Dataset items:
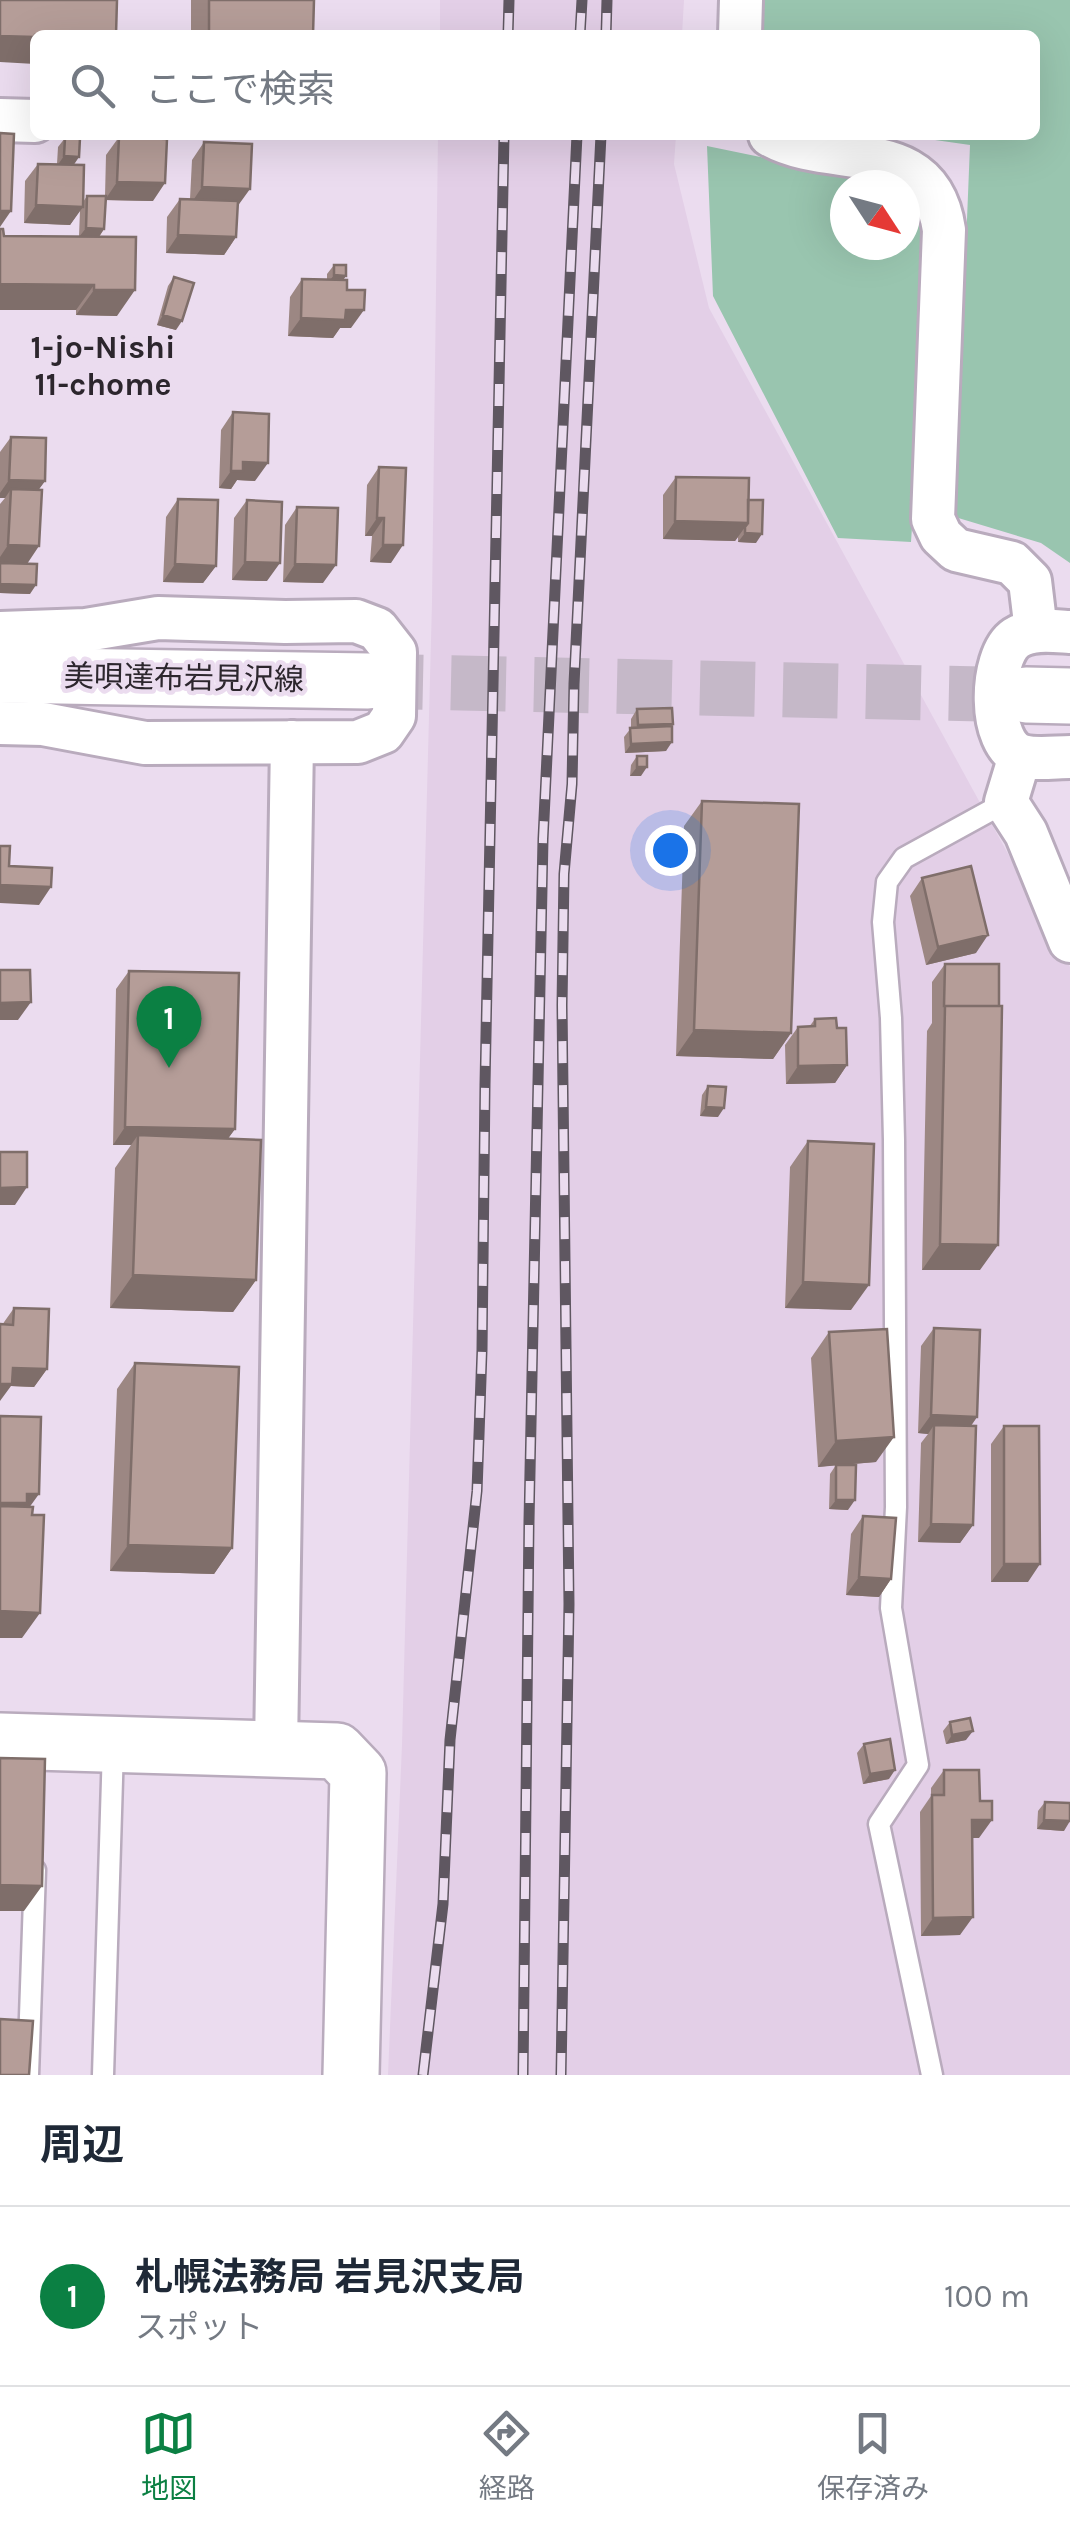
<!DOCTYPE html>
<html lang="ja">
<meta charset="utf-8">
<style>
body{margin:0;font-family:Karla,"Noto Sans JP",sans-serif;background:#f2f2f3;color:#1f2937}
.compass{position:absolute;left:830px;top:170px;width:90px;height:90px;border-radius:50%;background:#fff;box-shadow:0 10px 40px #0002;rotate:126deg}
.you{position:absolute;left:670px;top:850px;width:35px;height:35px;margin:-25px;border:8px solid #fff;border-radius:50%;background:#1a73e8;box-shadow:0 0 0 15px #1a73e833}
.badge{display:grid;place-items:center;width:65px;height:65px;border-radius:50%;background:#0b8043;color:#fff;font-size:32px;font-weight:700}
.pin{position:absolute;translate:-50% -82px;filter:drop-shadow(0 2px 5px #0008)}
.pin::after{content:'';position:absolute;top:52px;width:35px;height:30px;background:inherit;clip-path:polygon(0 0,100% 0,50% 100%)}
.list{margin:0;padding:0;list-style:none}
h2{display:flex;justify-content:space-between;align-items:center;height:130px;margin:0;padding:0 40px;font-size:42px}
h2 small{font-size:32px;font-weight:400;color:#747a83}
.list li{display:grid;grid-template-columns:65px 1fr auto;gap:30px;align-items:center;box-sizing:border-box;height:180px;padding:0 40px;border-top:2px solid #e0e1e3}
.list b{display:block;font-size:38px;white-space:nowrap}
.list p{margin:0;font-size:32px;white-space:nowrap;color:#747a83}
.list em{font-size:32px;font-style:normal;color:#747a83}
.icon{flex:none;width:55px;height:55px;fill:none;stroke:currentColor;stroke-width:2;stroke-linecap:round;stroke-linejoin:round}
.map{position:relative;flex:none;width:1070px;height:2075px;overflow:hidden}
.search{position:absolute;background:#fff;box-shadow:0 10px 40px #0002;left:30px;right:30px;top:30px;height:110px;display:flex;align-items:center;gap:25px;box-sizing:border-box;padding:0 35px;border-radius:15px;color:#747a83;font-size:38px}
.sheet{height:310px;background:#fff}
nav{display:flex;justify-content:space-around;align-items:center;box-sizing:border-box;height:140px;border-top:2px solid #e0e1e3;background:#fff;font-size:28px;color:#747a83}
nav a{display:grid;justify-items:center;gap:5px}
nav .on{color:#0b8043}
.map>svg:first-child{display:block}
.built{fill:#e3cfe7}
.green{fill:#99c5af}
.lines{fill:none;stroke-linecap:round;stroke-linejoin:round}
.secondary-tunnel{stroke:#c5b8c8;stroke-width:55;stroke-dasharray:55 28;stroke-linecap:butt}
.lane-casing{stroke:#b9abbd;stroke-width:25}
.street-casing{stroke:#b9abbd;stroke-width:48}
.secondary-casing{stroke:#b9abbd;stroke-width:60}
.lane{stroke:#fff;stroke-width:20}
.street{stroke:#fff;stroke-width:42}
.secondary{stroke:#fff;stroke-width:55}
.rail-casing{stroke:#5f5761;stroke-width:11}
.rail{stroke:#ebdcef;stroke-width:8;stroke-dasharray:22;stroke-linecap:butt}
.wall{fill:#9c8783}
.shaded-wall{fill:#7f6e6a}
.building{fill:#b59d98;stroke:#7f6e6a;stroke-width:2.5}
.labels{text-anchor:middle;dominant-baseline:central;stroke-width:9;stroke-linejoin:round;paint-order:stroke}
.street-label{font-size:30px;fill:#2c262d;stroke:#ebdcef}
.neighbourhood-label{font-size:32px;font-weight:bold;fill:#2c262d;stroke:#ebdcef}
</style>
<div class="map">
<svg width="1070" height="2075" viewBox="0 0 1070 2075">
<rect width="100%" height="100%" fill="#ebdcef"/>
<path class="built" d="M440,0H684L682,35H440Z
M438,135H676L674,164L709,308L1070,967V2075H388L402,1745L432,602Z"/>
<path class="green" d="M759,0H1070V563L1041,543L955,517L970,145L900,135H1035V35H757Z
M707,146L896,185H845V245H905V191L921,201L931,243L911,542L838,538L713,296Z"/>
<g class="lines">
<path class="secondary-tunnel" d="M368,681L1026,695"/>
<g class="lane-casing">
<path id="lane" d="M28,2075L35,1870
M103,2075L113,1747
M932,2075L879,1824L918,1765L891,1608L896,1507L894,1140L891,1018L883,922L887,882L904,858L1006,802"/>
</g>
<g class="street-casing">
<path id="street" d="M740,35L741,0
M0,120L35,121
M770,135C833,171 930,132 944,230L933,519L941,536L956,550L1012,563L1030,581L1036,631
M1070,632C1053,631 1031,628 1016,638C989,656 987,746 1022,756C1036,760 1056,757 1070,757
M0,633L86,630L158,618L285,622L356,621L377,629L395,652L394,716L383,732L358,742L145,743L43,724L0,723
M1020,756L1006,802L1026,833L1070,941
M276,1748L292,742"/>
</g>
<g class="secondary-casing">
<path id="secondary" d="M0,675L368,681
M1026,695L1070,696
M0,1741L337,1751L358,1773L351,2075"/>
</g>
<use href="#lane" class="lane"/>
<use href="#street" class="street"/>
<use href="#secondary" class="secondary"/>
<g class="rail-casing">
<path id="rail" d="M508,35L509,0
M580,35L582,0
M606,35L607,0
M423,2075L443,1904L450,1740L477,1491L482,1350L485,1085L504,135
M523,2075L529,1521L543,839L577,135
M561,2075L569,1604L562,1005L564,874L572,784L574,684L601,135"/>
</g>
<use href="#rail" class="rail"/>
</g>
<path class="wall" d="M191,0H314L313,35H191Z
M119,137L153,201L105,200L104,229L99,237L117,316L76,315V310H0V229L4,236H79L80,210L70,225L24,223L25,181L38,164H57L58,147L65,138L74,165L83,202L87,196H105L106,155Z
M204,142L237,207L236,237L224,255L166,253L167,217L180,199H190L192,160Z
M334,265L346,276L343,280L347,290L351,328H340L333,338L288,336L290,297L302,279H327V274Z
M174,277L176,330L157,325L168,286Z
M233,412L255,481L237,480L231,489L219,488L221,430Z
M11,437L45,481L38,490L27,564L30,594L0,593V504L5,498H0V452Z
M379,467L391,563L370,562L372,536H365L367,485Z
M676,477L748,500L756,543L738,542V537L735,541L663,539V495Z
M178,499L216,566L203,583L163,582L166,517Z
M247,500L267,581L232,580L234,518Z
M297,507L323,583L283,582L285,525Z
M637,709L673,724L666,751L625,753L624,737L631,728V719Z
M637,756L641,776H630L631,765Z
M702,801L791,1033L773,1059L676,1056L684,826Z
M922,878L976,953L926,965L910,896Z
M945,964L980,1270H922L927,1031L932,1023V982Z
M129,971L235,1129L228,1138L256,1280L233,1312L110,1308L115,1168L131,1145H113L116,989Z
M815,1019L837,1028L847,1065L835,1083L786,1084L785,1045L798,1027H809Z
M708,1086L718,1117L700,1116L702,1095Z
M808,1141L851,1310L785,1308L790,1167Z
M14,1308L47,1369L34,1387L11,1386L2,1325Z
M934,1328L977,1417L971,1426L973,1525L960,1543L918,1542L921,1443L928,1434L918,1433L921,1346Z
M829,1332L876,1462L839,1465L848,1510L829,1509L830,1474L836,1465L818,1467L811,1358Z
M135,1363L232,1548L214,1574L110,1571L117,1389Z
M1004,1426L1028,1582H991V1444Z
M863,1516L891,1579L879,1597L846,1595L851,1534Z
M950,1722L966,1740L946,1744L943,1731Z
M864,1744L889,1779L863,1784L857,1753Z
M944,1770L979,1838H972L960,1935L921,1936L920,1812L931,1796V1788Z
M1045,1802L1064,1831L1037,1829L1038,1811Z"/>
<path class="shaded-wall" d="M0,36L35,37V64L0,62Z
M64,156L79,157L73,166H57Z
M117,182L165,183L153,201L105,200Z
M202,187L250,189L237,207L190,205Z
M36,205L83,207L70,225L24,223Z
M0,211H11L0,227Z
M86,228L104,229L98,238L79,237Z
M178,235L236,237L224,255L166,253Z
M334,275L346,276L339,285L327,284Z
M0,284L94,285L76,310H0Z
M94,290H135L117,316L76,315Z
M346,310H364L351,328H340L333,338L288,336L301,318Z
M163,315L182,321L176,330L157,325Z
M243,462L268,463L255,481L237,480L231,489L219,488L231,471Z
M9,480L45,481L32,499L11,489L5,498H0V493Z
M377,518H384L372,536H365Z
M675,521L748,523L735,541L663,539Z
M745,533L762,534L756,543L738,542Z
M8,545L39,546L27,564L0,563V557Z
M383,545H403L391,563L370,562Z
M245,562L280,563L267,581L232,580Z
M175,564L216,566L203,583L163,582Z
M295,564L336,565L323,583L283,582Z
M0,584L36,585L30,594L0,593Z
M672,742L666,751L625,753L631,744Z
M637,767H647L641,776H630Z
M0,885L51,887L39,905L0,903Z
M988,935L976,953L926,965L938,947Z
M31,1002L18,1020H0V1003Z
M694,1030L791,1033L773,1059L676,1056Z
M847,1065L835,1083L786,1084L798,1066Z
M706,1107L724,1108L718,1117L700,1116Z
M125,1127L235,1129L222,1147L138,1135L131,1145H113Z
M27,1187L15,1205H0V1188Z
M940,1244L998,1245L980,1270H922Z
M133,1275L256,1280L233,1312L110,1308Z
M803,1282L869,1285L851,1310L785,1308Z
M13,1368L47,1369L34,1387L11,1386L0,1401V1384Z
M931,1415L977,1417L964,1435L934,1425L928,1434L918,1433Z
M894,1437L876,1462L818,1467L836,1441Z
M27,1494H39L26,1512L0,1521V1503Z
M836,1500H855L848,1510L829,1509Z
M931,1524L973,1525L960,1543L918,1542Z
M128,1545L232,1548L214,1574L110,1571Z
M1004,1564H1040L1028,1582H991Z
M859,1577L891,1579L879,1597L846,1595Z
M0,1611L40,1613L22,1638H0Z
M973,1731L966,1740L946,1744L952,1735Z
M895,1770L889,1779L863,1784L870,1774Z
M972,1820H992L979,1838H959Z
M1044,1820L1070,1821L1064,1831L1037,1829Z
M0,1885L42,1886L24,1911H0Z
M973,1917L960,1935L921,1936L933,1918Z"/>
<path class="building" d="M0,0H117L116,35H35V37L0,36Z
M209,0H314L313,35H209Z
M0,133L14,134L11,211H0Z
M119,137L167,139L165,183L117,182Z
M65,138H80L79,157L64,156Z
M204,142L252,144L250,189L202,187Z
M38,164L84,165L83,207L36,205Z
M87,196H106L104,229L86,228Z
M180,199L238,201L236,237L178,235Z
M0,229H3L4,236L136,237L135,290H94V285L0,284Z
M334,265H346V276L334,275Z
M174,277L194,283L182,321L163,315Z
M302,279L347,280V290H365L364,310H346L345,320L301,318Z
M233,412L269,414L268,463L243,462V471H231Z
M11,437L46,438L45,481L9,480Z
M379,467L406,468L403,545H383L384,518H377Z
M676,477L749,478L748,523L675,521Z
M11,489L42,490L39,546L8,545Z
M178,499L218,500L216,566L175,564Z
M247,500L282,502L280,563L245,562Z
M748,500H763L762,534L745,533V527L748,523Z
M297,507L338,508L336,565L295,564Z
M0,563L37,564L36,585L0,584Z
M672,708L673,724L638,725L637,709Z
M672,726V742L631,744L630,728Z
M637,756H647V767H637Z
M702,801L799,804L791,1033L694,1030Z
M0,846H10L9,866L52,868L51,887L0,885Z
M971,866L988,935L938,947L922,878Z
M945,964H999V1006H944Z
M0,970H30L31,1002L0,1003Z
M129,971L239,973L235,1129L125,1127Z
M945,1006H1002L998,1245L940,1244Z
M836,1018L837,1028H846L847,1065L798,1066V1027L815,1026V1019Z
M708,1086L726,1087L724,1108L706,1107Z
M138,1135L261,1140L256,1280L133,1275Z
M808,1141L874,1144L869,1285L803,1282Z
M0,1152H27V1187L0,1188Z
M14,1308L49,1309L47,1369L13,1368L12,1384H0V1324L13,1325Z
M934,1328L980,1330L977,1417L931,1415Z
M887,1329L894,1437L836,1441L829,1332Z
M135,1363L239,1367L232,1548L128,1545Z
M0,1416L41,1417L39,1494H27V1503H0Z
M934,1425L976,1426L973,1525L931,1524Z
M1004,1426H1039L1040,1564H1004Z
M836,1465H856L855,1500H836Z
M0,1506L33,1507L32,1515H44L40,1613L0,1611Z
M863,1516L896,1518L891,1579L859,1577Z
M970,1718L973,1731L952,1735L950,1722Z
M890,1739L895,1770L870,1774L864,1744Z
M0,1758L45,1759L42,1886L0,1885Z
M944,1770H979L980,1801H992V1820H972L973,1917L933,1918L932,1795H944Z
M1045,1802L1070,1803V1821L1044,1820Z
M0,2019L33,2021L29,2075H0Z"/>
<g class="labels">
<g class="street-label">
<text transform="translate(184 678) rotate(1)">美唄達布岩見沢線</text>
</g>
<g class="neighbourhood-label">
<text x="103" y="347">1-jo-Nishi<tspan x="103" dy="37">11-chome</tspan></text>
</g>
</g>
</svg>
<svg class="compass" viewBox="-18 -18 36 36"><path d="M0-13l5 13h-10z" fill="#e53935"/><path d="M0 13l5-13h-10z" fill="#747a83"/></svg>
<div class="you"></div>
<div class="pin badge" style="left:169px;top:1068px">1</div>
<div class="search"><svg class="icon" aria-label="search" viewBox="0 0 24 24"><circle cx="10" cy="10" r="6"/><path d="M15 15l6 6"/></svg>ここで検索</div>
</div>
<section class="sheet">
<h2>周辺<small></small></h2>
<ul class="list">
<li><span class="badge">1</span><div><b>札幌法務局 岩見沢支局</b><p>スポット</p></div><em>100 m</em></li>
</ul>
</section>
<nav>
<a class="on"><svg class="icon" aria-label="map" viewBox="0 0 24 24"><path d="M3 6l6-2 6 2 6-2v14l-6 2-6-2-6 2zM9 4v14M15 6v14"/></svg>地図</a>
<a><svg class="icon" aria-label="directions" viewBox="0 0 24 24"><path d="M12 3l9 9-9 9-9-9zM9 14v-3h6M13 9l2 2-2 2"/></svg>経路</a>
<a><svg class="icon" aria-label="saved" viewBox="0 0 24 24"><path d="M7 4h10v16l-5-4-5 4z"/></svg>保存済み</a>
</nav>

## The problem
Pull every line containing "white" from the entries above and copy it.

## Task answer
.list b{display:block;font-size:38px;white-space:nowrap}
.list p{margin:0;font-size:32px;white-space:nowrap;color:#747a83}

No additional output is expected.